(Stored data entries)
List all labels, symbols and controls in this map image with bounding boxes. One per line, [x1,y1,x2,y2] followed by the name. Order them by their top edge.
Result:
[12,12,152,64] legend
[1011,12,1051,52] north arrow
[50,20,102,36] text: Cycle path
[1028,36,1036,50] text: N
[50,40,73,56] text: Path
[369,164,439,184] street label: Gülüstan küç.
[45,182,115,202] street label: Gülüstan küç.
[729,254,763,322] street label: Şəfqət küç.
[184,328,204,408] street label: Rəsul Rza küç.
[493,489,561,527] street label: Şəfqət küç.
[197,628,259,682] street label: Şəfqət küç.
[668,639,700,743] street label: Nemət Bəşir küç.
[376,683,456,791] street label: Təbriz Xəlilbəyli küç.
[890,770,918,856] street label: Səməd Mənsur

→ **What you have to do**
Nothing in the data should be left out when you retype it exactly.

→ **Output below**
List all labels, symbols and controls in this map image with bounding boxes. One per line, [x1,y1,x2,y2] followed by the name. Order them by their top edge.
Result:
[12,12,152,64] legend
[1011,12,1051,52] north arrow
[50,20,102,36] text: Cycle path
[1028,36,1036,50] text: N
[50,40,73,56] text: Path
[369,164,439,184] street label: Gülüstan küç.
[45,182,115,202] street label: Gülüstan küç.
[729,254,763,322] street label: Şəfqət küç.
[184,328,204,408] street label: Rəsul Rza küç.
[493,489,561,527] street label: Şəfqət küç.
[197,628,259,682] street label: Şəfqət küç.
[668,639,700,743] street label: Nemət Bəşir küç.
[376,683,456,791] street label: Təbriz Xəlilbəyli küç.
[890,770,918,856] street label: Səməd Mənsur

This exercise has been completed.